「新庄は素晴らしい守備力を誇る外野手でした。肩も強く、中堅の守備力はメジャーリーグでも群を抜いていました」
2001年、BIGBOSSこと新庄剛志(50)がニューヨーク・メッツに移籍した際の監督だったボビー・バレンタイン氏(71)は、教え子の当時をそう回想する。
ロッテでも監督を務めたバレンタイン氏だけに、新庄ら日本人選手も多く受け入れて活躍の場を与え、積極的にチームの中心に据えた。
【関連記事:新庄剛志監督 型破りの裏にあった “陰の努力”…「深夜のホテルで素振り1時間」親友が語る意外な素顔】
「彼は打撃センスも優れ、どんな速球にも対応できました」
そんな新庄を、日本人メジャーリーガーとして初めて四番に抜擢したのもバレンタイン氏だった。
「私は何度も彼を四番に起用しました。当時のメジャーリーグには、速球を主軸に組み立てる投手が多いなか、新庄は見事に適応していた。打撃成績はチームでもトップクラス。だからシーズン中、彼を何度もクリーンアップに起用しました。
そして、なによりも覚えているのが、彼は試合中いつも楽しそうに笑顔を浮かべ、チームメイトも新庄と一緒にプレーできることをとても喜んでいたことです。人柄も素晴らしかった」
渡米前の新庄は、阪神での理不尽な上下関係に悩み、野球への情熱が薄れつつあった時期でもあった。それだけに、メッツでの自由な雰囲気を、心の底から楽しんでいる節があった。
その後、新庄はサンフランシスコ・ジャイアンツ、メッツを挟み、2004年に日本ハムに移籍するわけだが、くしくも同じタイミングでバレンタイン氏はロッテの監督に復帰。その際、かつての教え子である新庄にオファーを出したとされる。
「ロッテに誘ったのは事実です。彼はチームに好影響をもたらすと思った。野球に対して積極的に取り組む新庄の姿勢やスキルは、チームメイトに刺激になると思ったからです。チームを強化し、優勝を目指すためには、絶対に必要な存在だと考えていました」
実際にバレンタイン氏&新庄のコンビは、契約寸前までいったが、土壇場で新庄から断わりの連絡が入ったという。

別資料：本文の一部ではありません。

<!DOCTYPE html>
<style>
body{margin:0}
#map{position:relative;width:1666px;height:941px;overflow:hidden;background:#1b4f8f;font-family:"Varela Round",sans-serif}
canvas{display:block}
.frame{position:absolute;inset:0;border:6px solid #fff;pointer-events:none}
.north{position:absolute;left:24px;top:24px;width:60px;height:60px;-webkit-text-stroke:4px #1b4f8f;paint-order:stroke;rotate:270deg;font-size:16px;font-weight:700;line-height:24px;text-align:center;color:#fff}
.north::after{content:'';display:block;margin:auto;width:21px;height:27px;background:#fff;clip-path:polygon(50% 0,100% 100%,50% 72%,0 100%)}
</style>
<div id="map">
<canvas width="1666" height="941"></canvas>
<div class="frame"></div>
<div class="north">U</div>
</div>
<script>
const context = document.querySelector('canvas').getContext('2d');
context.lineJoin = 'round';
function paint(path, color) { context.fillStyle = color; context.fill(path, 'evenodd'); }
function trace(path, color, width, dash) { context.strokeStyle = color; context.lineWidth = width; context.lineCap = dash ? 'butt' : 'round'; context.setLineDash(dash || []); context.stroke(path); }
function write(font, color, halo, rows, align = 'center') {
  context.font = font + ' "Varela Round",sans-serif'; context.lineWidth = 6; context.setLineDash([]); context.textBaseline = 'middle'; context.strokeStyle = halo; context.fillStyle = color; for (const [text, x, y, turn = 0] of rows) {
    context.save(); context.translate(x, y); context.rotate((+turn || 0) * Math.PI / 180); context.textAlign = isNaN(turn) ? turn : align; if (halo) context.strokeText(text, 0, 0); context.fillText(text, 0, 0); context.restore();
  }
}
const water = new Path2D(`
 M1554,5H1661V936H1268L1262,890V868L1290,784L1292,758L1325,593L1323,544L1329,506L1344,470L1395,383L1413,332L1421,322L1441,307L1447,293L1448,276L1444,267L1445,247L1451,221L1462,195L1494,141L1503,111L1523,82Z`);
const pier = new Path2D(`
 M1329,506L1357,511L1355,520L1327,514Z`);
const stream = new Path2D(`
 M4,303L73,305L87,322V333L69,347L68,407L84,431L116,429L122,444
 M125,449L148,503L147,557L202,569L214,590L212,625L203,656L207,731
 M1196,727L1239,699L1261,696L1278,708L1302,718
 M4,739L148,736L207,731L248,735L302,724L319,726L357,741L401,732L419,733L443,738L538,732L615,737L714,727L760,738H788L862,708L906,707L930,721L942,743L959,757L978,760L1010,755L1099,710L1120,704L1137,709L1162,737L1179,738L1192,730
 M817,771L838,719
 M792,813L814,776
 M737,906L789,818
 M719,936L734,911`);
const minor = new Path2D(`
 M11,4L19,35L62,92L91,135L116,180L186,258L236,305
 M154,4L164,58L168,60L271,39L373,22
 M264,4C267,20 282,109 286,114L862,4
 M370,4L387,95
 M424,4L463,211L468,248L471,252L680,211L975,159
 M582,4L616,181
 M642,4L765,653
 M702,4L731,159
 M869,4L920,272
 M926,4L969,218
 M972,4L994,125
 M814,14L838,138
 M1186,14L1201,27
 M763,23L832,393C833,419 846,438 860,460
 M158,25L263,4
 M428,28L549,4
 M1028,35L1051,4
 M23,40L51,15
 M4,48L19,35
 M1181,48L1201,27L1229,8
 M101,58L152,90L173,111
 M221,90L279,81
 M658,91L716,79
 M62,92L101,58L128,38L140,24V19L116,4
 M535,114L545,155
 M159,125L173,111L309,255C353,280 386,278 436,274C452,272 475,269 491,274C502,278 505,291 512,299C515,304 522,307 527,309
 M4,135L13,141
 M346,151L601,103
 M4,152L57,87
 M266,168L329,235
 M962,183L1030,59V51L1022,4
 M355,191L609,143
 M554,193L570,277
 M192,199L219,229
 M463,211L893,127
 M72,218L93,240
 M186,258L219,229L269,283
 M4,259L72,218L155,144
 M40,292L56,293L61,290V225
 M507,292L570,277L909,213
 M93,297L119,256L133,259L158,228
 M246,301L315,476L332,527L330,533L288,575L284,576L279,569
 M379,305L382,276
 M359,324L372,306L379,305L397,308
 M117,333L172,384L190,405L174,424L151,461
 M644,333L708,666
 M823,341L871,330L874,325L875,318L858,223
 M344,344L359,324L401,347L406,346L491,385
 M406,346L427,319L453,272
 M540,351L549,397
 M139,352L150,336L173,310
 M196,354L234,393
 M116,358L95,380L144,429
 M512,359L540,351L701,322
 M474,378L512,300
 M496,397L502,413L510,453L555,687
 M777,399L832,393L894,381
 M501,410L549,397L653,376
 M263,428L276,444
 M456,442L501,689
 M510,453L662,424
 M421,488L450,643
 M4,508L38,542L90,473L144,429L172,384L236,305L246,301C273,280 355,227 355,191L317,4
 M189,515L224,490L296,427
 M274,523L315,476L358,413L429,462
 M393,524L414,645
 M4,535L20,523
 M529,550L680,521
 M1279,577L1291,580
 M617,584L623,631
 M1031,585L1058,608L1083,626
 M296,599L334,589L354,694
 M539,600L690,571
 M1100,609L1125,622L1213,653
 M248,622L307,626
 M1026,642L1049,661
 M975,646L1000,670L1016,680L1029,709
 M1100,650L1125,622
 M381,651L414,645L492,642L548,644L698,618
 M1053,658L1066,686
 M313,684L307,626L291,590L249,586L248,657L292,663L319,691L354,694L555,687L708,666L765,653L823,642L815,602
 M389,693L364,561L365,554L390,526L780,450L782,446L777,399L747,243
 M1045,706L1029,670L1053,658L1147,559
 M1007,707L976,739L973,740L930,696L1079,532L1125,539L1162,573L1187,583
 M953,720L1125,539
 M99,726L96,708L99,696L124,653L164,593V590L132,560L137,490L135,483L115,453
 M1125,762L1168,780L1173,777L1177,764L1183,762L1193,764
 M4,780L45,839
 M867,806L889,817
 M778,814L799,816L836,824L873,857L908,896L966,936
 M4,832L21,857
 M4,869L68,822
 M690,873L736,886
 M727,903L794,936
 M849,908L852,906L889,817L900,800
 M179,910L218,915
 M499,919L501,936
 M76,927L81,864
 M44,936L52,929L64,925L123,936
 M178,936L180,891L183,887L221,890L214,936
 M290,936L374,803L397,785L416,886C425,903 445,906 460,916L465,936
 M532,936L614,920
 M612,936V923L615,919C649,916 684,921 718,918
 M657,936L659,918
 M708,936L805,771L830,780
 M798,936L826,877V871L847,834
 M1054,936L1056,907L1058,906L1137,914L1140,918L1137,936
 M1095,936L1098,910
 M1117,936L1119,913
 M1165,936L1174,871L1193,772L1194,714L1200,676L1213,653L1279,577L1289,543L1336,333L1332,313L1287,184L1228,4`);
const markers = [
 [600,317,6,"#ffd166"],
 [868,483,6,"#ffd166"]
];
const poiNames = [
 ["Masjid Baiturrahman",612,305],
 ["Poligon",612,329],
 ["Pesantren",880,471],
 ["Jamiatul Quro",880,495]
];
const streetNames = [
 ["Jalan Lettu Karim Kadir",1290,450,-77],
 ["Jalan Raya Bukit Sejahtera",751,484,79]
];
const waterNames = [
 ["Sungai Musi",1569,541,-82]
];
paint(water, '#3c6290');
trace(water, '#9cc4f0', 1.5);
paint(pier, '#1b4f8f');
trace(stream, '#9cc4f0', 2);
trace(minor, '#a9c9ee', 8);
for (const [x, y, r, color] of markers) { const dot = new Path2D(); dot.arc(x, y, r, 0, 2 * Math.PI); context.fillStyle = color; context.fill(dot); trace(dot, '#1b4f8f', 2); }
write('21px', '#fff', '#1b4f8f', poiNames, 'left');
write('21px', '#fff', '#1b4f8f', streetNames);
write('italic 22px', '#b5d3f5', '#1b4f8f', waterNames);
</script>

「残念ながら彼には断わられました。そのとき、彼がなんと言ったかは覚えていません」
新庄は日ハムで大活躍し、ブームを巻き起こしたが、彼がバレンタイン氏のもとでプレーする姿を日本で見たかったファンも多いだろう。
バレンタイン氏は、新庄を忘れられない選手の一人だと語るが、引退後に監督になることは「まったく想像していなかったし、考えもしなかったよ」と、苦笑いを浮かべた。
4月22日現在、日ハムは8勝14敗とパ・リーグ最下位に沈んでいる。ここまでは、派手な言動ばかり目立っており、采配は精彩を欠いている。
「それほど頻繁に試合を見ているわけではないので、監督としての評価は控えたい。ただ、彼のパフォーマンスについては、アメリカでも報じられていますよ。
就任時、『優勝は目指さない』との発言が問題視されたようですが、彼は優勝するためにはまだまだやるべきことがたくさんあると思ったのでしょう。チームが優勝を狙える水準に達していないと」
打順について、オープン戦では抽選で決めたり、開幕後も頻繁に組み替えていることに批判も集まっている。
「メジャーリーグでは162試合のなかで、多いところでは100通り以上の打順を試す球団もあります。ほとんどの球団は打順を固定していません。
打順というのは、すなわちチームがその日の試合で何ができるかを表現するもの。打順の組み替えは相手投手に対し、打者のパフォーマンスを最大化するためにおこない、勝利に不可欠な試みです。
もちろん十分な根拠や目的もなく、ただ打順を組み替えるというのは論外ですけどね。
新庄は打者の特長を見極めるために打順を組んでいるはずだから、彼の方針こそメジャー流です。投手起用にしても、初戦で本来はリリーフ投手の北山亘基に先発させたそうですが、新人監督だから、試行錯誤しながらそれぞれの投手の強みや弱点を確認したいのでしょう」
おおむね新監督に対して好意的な評価だが、自らを「BIGBOSS」と呼んだり、選手よりも目立つことに関してはどう感じているのだろうか。
「私は、野球は第一にエンタテインメントであるべきだと考えています。新庄は試合に娯楽性を与えている。ファンに野球を楽しんでもらううえで、彼のキャラクターはきわめて重要な役割を果たしていると思う。
だから、新庄には監督として切磋琢磨すると同時に、エンターティナーとして日本球界を変えてほしい。まだ結果は出ていませんが、彼はスロースターターなので、これから巻き返すと思いますよ」
勝利を重ね、日本そして世界の野球に革命を起こせるかーー。